Earlier this year, Richard Dawkins tweeted that it would be immoral not to abort a baby if you knew it had Down Syndrome. While his comments caused outrage, the reality is that the abortion of Down Syndrome babies is nothing if not routine, with 67% of babies with the condition aborted in the USA. The figure is higher in Australia and Europe. The high rate of these abortions is in large part due to the prevalent belief that the life of a person with a disability is not as valuable as one without.
Dawkins’ tweets and the reactions to them reveal our ambiguous relationship with disability, which is worth reflecting on in a week where we celebrate International Day of People with Disability. For Dawkins, the key question was not ‘is the baby human?’ but would the birth of the child with Down Syndrome lead to a life of suffering. Dawkins here is in agreement with the work of ethicist Peter Singer who argues that simply being born human is not enough to make someone a person. He claims that the life of a child with a disability is most likely one of preventable suffering for both them and their parents. It is therefore right, says Singer, to abort a baby with a disability and try again for a ‘normal’ child.
Theologian Stanley Hauerwas reveals what is behind this attitude. When we equate disability with suffering what we are actually saying is that the non-disabled ‘we’ would not want to live like that. Even if there is suffering within the life of a person with a disability we should consider the implications of not allowing that life to progress.
To abort a foetus with a potential disability actually makes a profound statement about the value we place on such lives. John Wyatt suggests that to routinely abort foetuses simply because they are disabled communicates an implicit message about the worth of people with disabilities whether we want it to or not. We are not simply a society of autonomous individuals: what we do affects others.
Yet both Singer and Dawkins insist that they are not devaluing the lives of people with disabilities. Both would benefit, however, from listening more closely to what people with disabilities have to say on the subject.
In The New York Times, disability activist Harriet McBryde Johnson rejects Singer’s claim that his position means no disrespect to people with disabilities as a whole. For while Singer claims that his views have nothing to do with her or any particular person with a disability, and that such individuals should not feel threatened by his position. Johnson McBryde is, unsurprisingly, not convinced. “Whenever I try to wrap my head around his tight string of syllogisms, my brain gets so fried,” she says.
McBryde Johnson also does not recognise her own life in Singer’s description of the suffering endured by disabled people. Rather, she says, “We take constraints that no one would choose and build rich and satisfying lives within them.”
McBryde Johnson’s words challenge Singer’s implicit assumption that the lives of people with disabilities are defined by suffering and are therefore of lesser value than the lives of ‘healthy’ and ‘normal’ people. This is an echo of ancient Greco-Roman culture where health and physical fitness were regarded as essential to human dignity and flourishing. Infants with a disability were often left to die following birth, with philosophers such as Aristotle and Seneca endorsing the practice.
Our discomfort with the idea of infanticide, says Singer, comes from the legacy of the Christian belief in the sanctity-of-life. This, he argues, should be abandoned since he holds that humankind is not particularly special.
Singer is right in pointing out that the change in our attitude towards people with disabilities is the legacy of Christianity. The early Christians not only rejected the practice of exposing infants with a disability but would also rescue babies that had been left to die. They did this because they believed that all people were made in the image of God. It was this status that delivered human dignity and meant that life was sacred.
Dawkins and Singer believe that minimising disability would minimise suffering. Some might argue that the abortion of the disabled foetus could be in the service of a greater good: the elimination of disability, and the suffering it apparently causes. But we also need to consider what might be lost in the process. Part of the package of a culture that sees value in every human life, regardless of what each individual can do, is a costly commitment to care for the weak and vulnerable.

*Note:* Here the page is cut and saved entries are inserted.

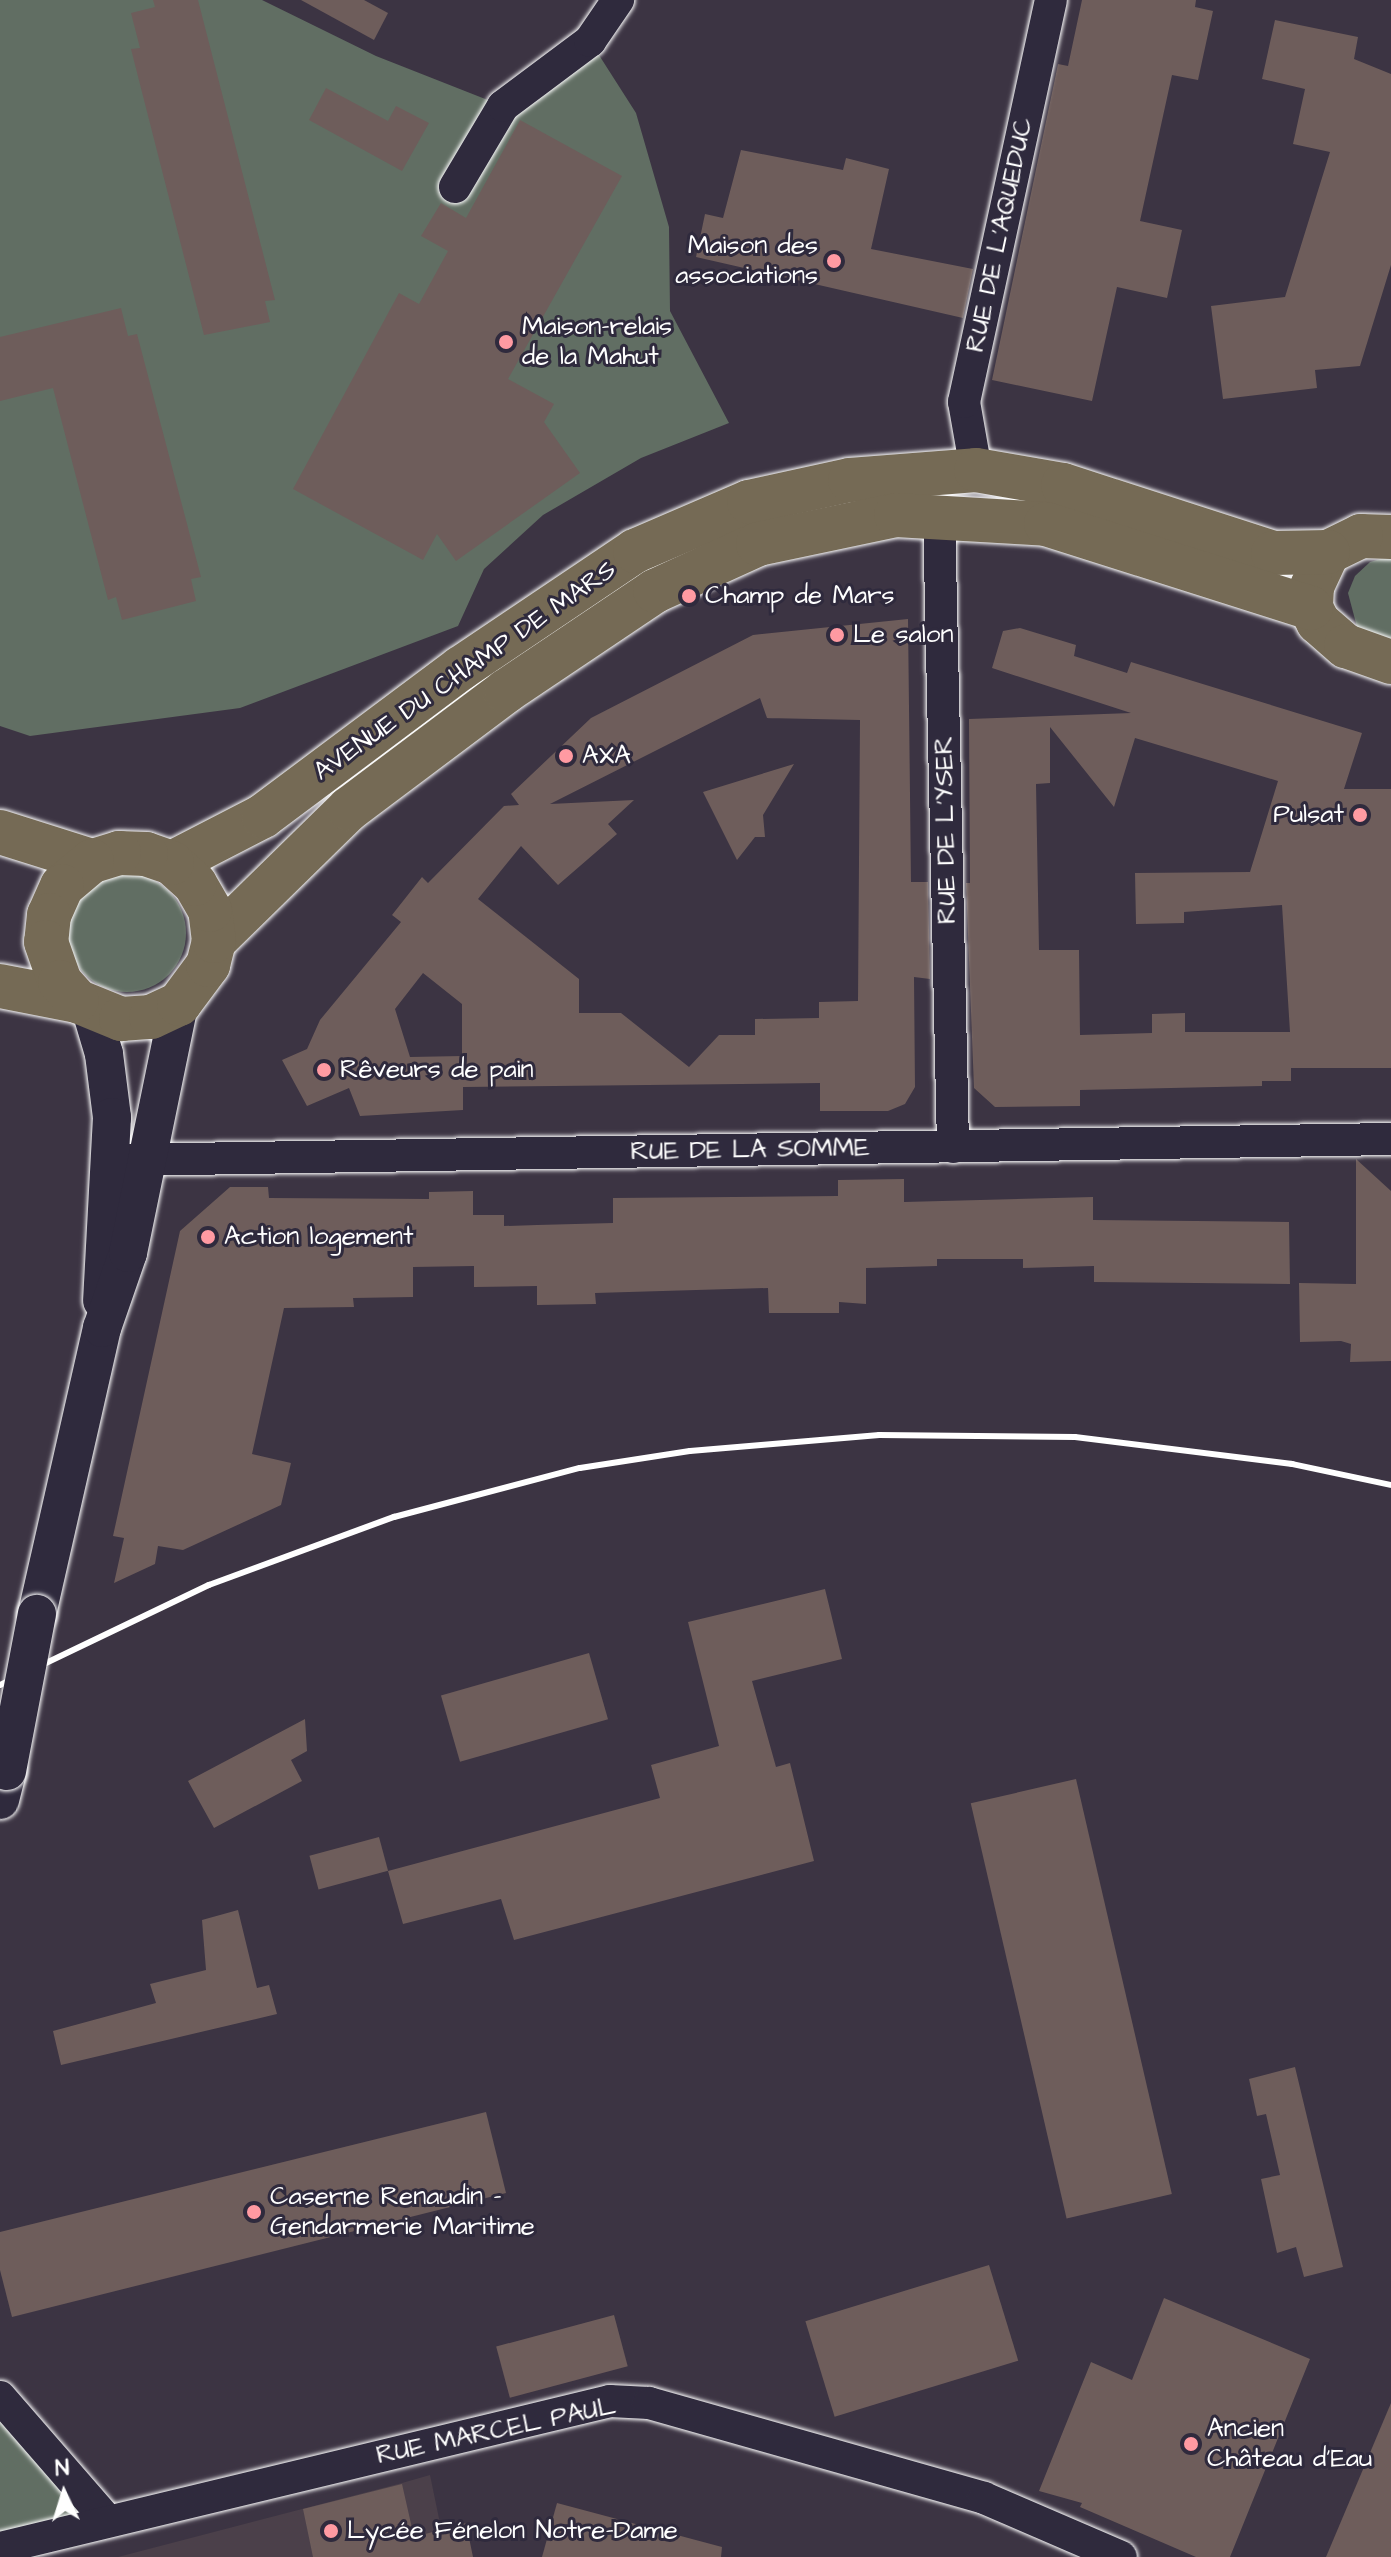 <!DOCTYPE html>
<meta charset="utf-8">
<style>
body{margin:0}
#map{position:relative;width:1391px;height:2557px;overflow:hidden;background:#3c3443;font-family:"Architects Daughter",sans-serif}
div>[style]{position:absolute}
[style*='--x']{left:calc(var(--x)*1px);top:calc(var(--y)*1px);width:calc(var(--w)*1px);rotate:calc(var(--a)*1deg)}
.built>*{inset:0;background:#4b404a}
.green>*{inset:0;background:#616e63}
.round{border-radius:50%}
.building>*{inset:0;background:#6e5d5b;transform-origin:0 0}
.roads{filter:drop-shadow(0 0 2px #fff) drop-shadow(0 0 2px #fff)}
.minor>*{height:32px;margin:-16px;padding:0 16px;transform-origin:16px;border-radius:16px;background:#2f2a3d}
.tertiary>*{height:38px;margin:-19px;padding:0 19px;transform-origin:19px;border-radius:19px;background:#2f2a3d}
.primary>*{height:44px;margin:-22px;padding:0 22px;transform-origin:22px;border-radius:22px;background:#756a55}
.rail>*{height:6px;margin:-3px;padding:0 3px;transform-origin:3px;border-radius:3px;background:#fff}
.bridges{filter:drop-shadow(0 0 2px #fff) drop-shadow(0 0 2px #fff)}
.tertiary-bridge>*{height:38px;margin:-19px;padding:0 19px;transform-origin:19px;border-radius:19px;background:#2f2a3d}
.dots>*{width:22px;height:22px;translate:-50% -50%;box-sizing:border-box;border:4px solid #2f2a3d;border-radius:50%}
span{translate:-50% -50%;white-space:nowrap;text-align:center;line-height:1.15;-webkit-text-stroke:6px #2f2a3d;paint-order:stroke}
.street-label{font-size:26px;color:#fff}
.poi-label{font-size:26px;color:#fff}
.right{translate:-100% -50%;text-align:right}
.left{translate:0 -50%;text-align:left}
.north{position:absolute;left:24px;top:2453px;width:80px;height:80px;-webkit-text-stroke:6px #2f2a3d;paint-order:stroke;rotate:356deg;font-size:22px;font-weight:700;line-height:32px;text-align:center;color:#fff}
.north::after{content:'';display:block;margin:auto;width:28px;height:36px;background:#fff;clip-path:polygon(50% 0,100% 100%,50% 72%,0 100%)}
</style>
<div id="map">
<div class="built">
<i style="clip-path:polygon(430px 2475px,447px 2557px,118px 2557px,402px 2483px)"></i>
</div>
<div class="green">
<i style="clip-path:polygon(0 0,262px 0,376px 56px,503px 106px,590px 41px,636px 113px,669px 227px,670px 311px,729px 423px,641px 458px,543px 515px,484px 569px,458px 626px,240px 708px,30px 736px,0 726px)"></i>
<i style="clip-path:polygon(1391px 556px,1391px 647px,1357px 627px,1348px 593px,1355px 576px,1370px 562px)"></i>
<i class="round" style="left:68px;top:874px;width:118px;height:118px"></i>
<i style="clip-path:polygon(0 2397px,107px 2520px,0 2548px)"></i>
</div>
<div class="building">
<i style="clip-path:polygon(153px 0,198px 0,275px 300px,265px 301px,270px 322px,204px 335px,131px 49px,140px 48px,131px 13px,155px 7px)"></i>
<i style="clip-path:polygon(301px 0,364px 0,388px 13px,374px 40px)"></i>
<i style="clip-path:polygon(1082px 0,1196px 0,1195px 7px,1213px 11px,1198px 80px,1172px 75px,1140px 221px,1182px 230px,1167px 298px,1117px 287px,1092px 401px,992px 380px,1058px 64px,1068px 66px)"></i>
<i style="clip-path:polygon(1275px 20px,1358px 37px,1354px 59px,1391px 74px,1391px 265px,1360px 366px,1315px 370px,1317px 388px,1223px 399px,1211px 306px,1285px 297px,1330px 152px,1293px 144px,1305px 89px,1262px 79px)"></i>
<i style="clip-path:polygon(326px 88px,388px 121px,396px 106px,429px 123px,402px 171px,309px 120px)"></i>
<i style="clip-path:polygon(520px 120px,622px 176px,508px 379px,554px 404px,544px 422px,580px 473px,456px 561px,437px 534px,423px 560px,293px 489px,399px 293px,419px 304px,448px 251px,421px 236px,441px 203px,466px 218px)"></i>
<i style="clip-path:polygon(741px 150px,843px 170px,846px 158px,889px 169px,871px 249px,973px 269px,963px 318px,696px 257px,705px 214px,723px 218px)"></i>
<i style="clip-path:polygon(121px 308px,128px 336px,137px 334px,201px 577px,191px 579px,196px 601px,122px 620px,116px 597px,108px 600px,53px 388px,0 401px,0 337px)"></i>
<i style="clip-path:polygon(evenodd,908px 619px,911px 882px,928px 882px,930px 979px,914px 977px,915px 1087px,905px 1104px,888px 1111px,820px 1111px,820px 1083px,463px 1087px,463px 1110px,360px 1116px,349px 1088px,307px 1106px,282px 1060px,307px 1049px,320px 1020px,401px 922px,392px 915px,422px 877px,428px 883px,504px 806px,519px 805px,511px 794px,591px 718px,753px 635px,908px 619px,760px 698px,767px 718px,860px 720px,858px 1001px,819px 1002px,819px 1018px,755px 1019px,755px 1035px,719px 1035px,689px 1067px,621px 1013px,579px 1013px,579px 979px,478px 899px,521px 846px,558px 885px,617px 834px,608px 824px,634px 800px,550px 804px,760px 698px,908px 619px,423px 973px,462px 1004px,462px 1056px,410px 1057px,395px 1009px,423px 973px)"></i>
<i style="clip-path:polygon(evenodd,1020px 628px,1076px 645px,1074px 656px,1127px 673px,1131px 662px,1362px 733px,1344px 789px,1391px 789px,1391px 1068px,1291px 1068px,1291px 1081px,1262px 1081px,1262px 1086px,1080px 1090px,1080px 1106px,995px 1107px,974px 1088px,966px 883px,970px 883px,969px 719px,1131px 713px,992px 668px,1003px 631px,1020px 628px,1050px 727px,1114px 807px,1135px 738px,1278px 781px,1250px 872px,1135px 873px,1136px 924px,1184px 923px,1184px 912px,1282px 905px,1290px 1032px,1185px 1032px,1185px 1013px,1152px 1014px,1152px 1033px,1080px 1035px,1079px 950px,1039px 950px,1036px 784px,1050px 783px,1050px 727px)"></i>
<i style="clip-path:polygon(794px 764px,763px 815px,765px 837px,755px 837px,737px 860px,703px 792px)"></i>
<i style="clip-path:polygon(1356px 1159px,1391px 1191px,1391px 1361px,1350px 1362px,1351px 1344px,1341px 1341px,1300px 1342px,1299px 1283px,1356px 1284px)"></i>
<i style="clip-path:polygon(904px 1179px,904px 1202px,1093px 1197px,1093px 1220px,1289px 1222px,1290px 1284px,1094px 1282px,1094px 1266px,1023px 1268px,1023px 1259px,937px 1259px,937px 1266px,866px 1268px,866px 1304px,839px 1302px,839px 1313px,769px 1313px,768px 1288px,595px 1293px,596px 1304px,537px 1305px,537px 1286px,474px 1287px,474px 1266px,413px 1267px,413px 1297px,353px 1298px,354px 1307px,284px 1308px,252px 1454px,291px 1463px,281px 1505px,183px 1550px,158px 1546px,155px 1564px,114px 1583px,124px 1538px,113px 1536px,180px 1231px,230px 1187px,268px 1187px,269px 1198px,429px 1199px,429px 1192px,473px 1191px,473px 1215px,504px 1215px,504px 1226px,537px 1225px,613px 1223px,613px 1198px,838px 1196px,838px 1180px)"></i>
<i style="clip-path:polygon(825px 1589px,842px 1659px,752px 1681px,776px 1767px,790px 1763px,814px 1861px,514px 1940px,501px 1899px,403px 1924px,388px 1871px,660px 1798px,651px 1765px,719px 1746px,688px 1622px)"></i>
<i style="left:589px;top:1653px;width:69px;height:154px;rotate:74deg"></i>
<i style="clip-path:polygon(305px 1719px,307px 1751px,291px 1760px,302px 1781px,214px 1828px,188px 1781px)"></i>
<i style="left:1076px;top:1779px;width:426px;height:108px;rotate:77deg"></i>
<i style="left:379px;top:1837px;width:35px;height:72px;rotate:75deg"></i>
<i style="clip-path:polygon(238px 1910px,257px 1988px,269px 1985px,277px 2014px,61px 2065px,53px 2031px,156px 2003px,150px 1984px,206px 1970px,202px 1920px)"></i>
<i style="clip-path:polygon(1295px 2067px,1343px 2267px,1304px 2277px,1296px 2247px,1277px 2253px,1261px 2179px,1280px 2175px,1266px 2114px,1257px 2116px,1249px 2079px)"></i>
<i style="clip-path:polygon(486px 2112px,506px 2193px,12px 2317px,0 2270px,0 2232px)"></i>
<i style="left:989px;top:2265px;width:100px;height:192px;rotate:73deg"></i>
<i style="clip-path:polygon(1164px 2298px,1310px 2359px,1230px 2557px,1196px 2557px,1080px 2507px,1082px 2503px,1039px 2491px,1091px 2362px,1132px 2380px)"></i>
<i style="left:614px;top:2315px;width:53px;height:122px;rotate:75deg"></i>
<i style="clip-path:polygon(1391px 2403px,1391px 2557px,1326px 2557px)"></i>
<i style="clip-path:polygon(402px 2484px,414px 2537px,466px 2523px,473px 2557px,313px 2557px,303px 2509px)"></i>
<i style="clip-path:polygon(557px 2503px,722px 2547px,721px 2557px,542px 2557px)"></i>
</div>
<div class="roads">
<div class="minor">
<i style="--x:455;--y:187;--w:94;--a:-59.3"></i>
<i style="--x:503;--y:106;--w:109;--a:-36.8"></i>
<i style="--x:590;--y:41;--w:50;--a:-55.7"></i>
<i style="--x:976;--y:470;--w:69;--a:-100"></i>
<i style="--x:964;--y:402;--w:411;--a:-77.8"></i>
<i style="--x:939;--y:514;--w:633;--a:88.73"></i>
<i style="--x:125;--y:1160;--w:1266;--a:-0.95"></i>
<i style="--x:0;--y:2397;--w:163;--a:49"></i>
<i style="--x:0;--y:2548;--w:627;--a:-13.55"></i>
<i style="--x:610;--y:2401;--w:39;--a:3"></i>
<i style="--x:649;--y:2403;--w:348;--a:15.8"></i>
<i style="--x:984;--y:2498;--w:149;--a:23.3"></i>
</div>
<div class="tertiary">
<i style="--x:91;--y:1010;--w:46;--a:73.5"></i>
<i style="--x:104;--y:1054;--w:64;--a:82.8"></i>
<i style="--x:112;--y:1117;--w:184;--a:93.1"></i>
<i style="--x:37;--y:1614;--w:293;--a:-77.2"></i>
<i style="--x:102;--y:1328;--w:79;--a:-70.9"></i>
<i style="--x:128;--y:1253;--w:254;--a:-78.4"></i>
<i style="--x:0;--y:1800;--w:30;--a:-76"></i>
</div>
<div class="primary">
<i style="--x:1391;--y:537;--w:30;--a:-178"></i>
<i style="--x:1361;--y:536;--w:37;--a:154"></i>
<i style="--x:1328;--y:552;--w:38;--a:115"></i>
<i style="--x:1312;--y:587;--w:21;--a:93"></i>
<i style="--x:1311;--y:608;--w:16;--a:63"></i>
<i style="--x:1318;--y:622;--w:37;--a:41"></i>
<i style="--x:1346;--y:646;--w:48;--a:19.6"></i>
<i style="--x:0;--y:832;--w:96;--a:17.5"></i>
<i style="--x:172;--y:863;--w:102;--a:-27.3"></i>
<i style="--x:263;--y:816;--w:247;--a:-36.8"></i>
<i style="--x:461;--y:668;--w:210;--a:-33.9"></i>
<i style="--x:635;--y:551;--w:124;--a:-23.3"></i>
<i style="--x:749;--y:502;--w:103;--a:-12.3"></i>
<i style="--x:850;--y:480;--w:126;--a:-4.5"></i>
<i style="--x:976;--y:470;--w:88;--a:9.8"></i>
<i style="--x:1063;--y:485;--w:221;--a:17.9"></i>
<i style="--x:1273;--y:553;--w:55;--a:-1"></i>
<i style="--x:214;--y:941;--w:189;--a:-44.4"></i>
<i style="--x:349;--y:809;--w:196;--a:-36.9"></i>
<i style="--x:506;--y:691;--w:179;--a:-33.9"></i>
<i style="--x:655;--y:591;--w:113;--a:-24.5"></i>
<i style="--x:758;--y:544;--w:141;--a:-11.9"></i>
<i style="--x:896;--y:515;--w:150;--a:3.4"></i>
<i style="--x:1046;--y:524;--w:278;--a:17.6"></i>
<i style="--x:0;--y:986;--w:78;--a:11"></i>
<i style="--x:77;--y:1001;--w:48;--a:22.2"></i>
<i style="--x:121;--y:1019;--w:30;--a:-4"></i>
<i style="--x:151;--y:1017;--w:31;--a:-25"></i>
<i style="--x:179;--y:1004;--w:49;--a:-53.4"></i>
<i style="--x:208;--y:965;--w:25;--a:-76"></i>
<i style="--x:214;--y:941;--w:31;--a:-97"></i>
<i style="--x:210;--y:910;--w:30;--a:-120"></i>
<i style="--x:195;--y:884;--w:31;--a:-138"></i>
<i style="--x:172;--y:863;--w:28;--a:-161"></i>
<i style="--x:146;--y:854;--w:27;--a:-178"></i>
<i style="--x:119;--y:853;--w:28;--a:163"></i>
<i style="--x:92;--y:861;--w:39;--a:140"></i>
<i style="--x:62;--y:886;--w:32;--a:114"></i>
<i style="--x:49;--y:915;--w:27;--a:96"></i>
<i style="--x:46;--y:942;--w:42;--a:70.7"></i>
<i style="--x:60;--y:982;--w:25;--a:48"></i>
</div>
</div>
<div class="rail">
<i style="--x:0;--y:1685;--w:232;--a:-25.6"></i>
<i style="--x:209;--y:1585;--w:197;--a:-20.2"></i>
<i style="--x:394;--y:1517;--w:192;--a:-14.8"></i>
<i style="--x:580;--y:1468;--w:111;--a:-8.8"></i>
<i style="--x:690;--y:1451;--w:190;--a:-4.8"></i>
<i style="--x:879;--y:1435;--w:196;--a:0.6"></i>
<i style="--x:1075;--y:1437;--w:219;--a:7.1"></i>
<i style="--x:1292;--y:1464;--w:101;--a:12"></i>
</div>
<div class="bridges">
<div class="tertiary-bridge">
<i style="--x:7;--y:1771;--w:160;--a:-79.2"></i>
</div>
</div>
<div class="dots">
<i style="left:834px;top:261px;background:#ff9aa2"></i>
<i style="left:506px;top:342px;background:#ff9aa2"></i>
<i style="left:689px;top:596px;background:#ff9aa2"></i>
<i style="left:837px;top:635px;background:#ff9aa2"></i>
<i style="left:566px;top:756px;background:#ff9aa2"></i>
<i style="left:1360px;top:815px;background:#ff9aa2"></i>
<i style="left:324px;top:1070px;background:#ff9aa2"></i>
<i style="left:208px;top:1237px;background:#ff9aa2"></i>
<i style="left:254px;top:2212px;background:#ff9aa2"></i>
<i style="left:1191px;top:2444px;background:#ff9aa2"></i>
<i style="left:331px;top:2531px;background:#ff9aa2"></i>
</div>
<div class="street-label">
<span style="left:1000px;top:235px;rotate:-78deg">RUE DE L'AQUEDUC</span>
<span style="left:465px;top:671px;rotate:-35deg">AVENUE DU CHAMP DE MARS</span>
<span style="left:946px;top:830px;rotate:-91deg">RUE DE L'YSER</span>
<span style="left:750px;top:1150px;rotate:-1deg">RUE DE LA SOMME</span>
<span style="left:496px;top:2431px;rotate:-12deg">RUE MARCEL PAUL</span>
</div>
<div class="poi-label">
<span class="right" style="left:818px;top:261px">Maison des<br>associations</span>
<span class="left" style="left:522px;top:342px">Maison-relais<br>de la Mahut</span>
<span class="left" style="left:705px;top:596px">Champ de Mars</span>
<span class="left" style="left:853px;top:635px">Le salon</span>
<span class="left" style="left:582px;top:756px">AXA</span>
<span class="right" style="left:1344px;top:815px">Pulsat</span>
<span class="left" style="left:340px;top:1070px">Rêveurs de pain</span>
<span class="left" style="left:224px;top:1237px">Action logement</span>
<span class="left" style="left:270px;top:2212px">Caserne Renaudin -<br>Gendarmerie Maritime</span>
<span class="left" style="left:1207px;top:2444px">Ancien<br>Château d'Eau</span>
<span class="left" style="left:347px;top:2531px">Lycée Fénelon Notre-Dame</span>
</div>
<div class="north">N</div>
</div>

What Singer fails to account for is how the routine taking of human life might in fact represent a hardening of our hearts towards others. The broad implications of this position are alarming.
People with disabilities are in fact like us and, therefore, deserve our respect and care and should be regarded as infinitely valuable.
Theologian Oliver O’Donovan argues that we should not deliberate over what characteristics make someone a ‘person’. Instead we start with a commitment to treat all humans as persons, even those still in the womb but whom we’ve discovered to be potentially carrying a disability. When we commit to knowing and loving someone we can discover within them the personhood that all humans possess. When we take this approach, we can recognise that people with disabilities are in fact like us and, therefore, deserve our respect and care and should be regarded as infinitely valuable.
A society that enthusiastically affirms rights for people with disabilities at the same time as it consistently destroys foetuses with the same conditions reveals an ambivalence towards such people whom we tolerate rather than embrace. To judge personhood on capacity becomes a way of designating the ‘other’ who, being so unlike me, does not qualify for my love and care and protection. If we want to remain a welcoming and caring society, then rather than excluding people, we need to practice welcome and care towards those who are the most vulnerable among us.
This represents a difficult and challenging road. It may well be the measure of the health of our collective soul.
Vaughan Olliffe is a theology student who works part-time at the Centre for Public Christianity.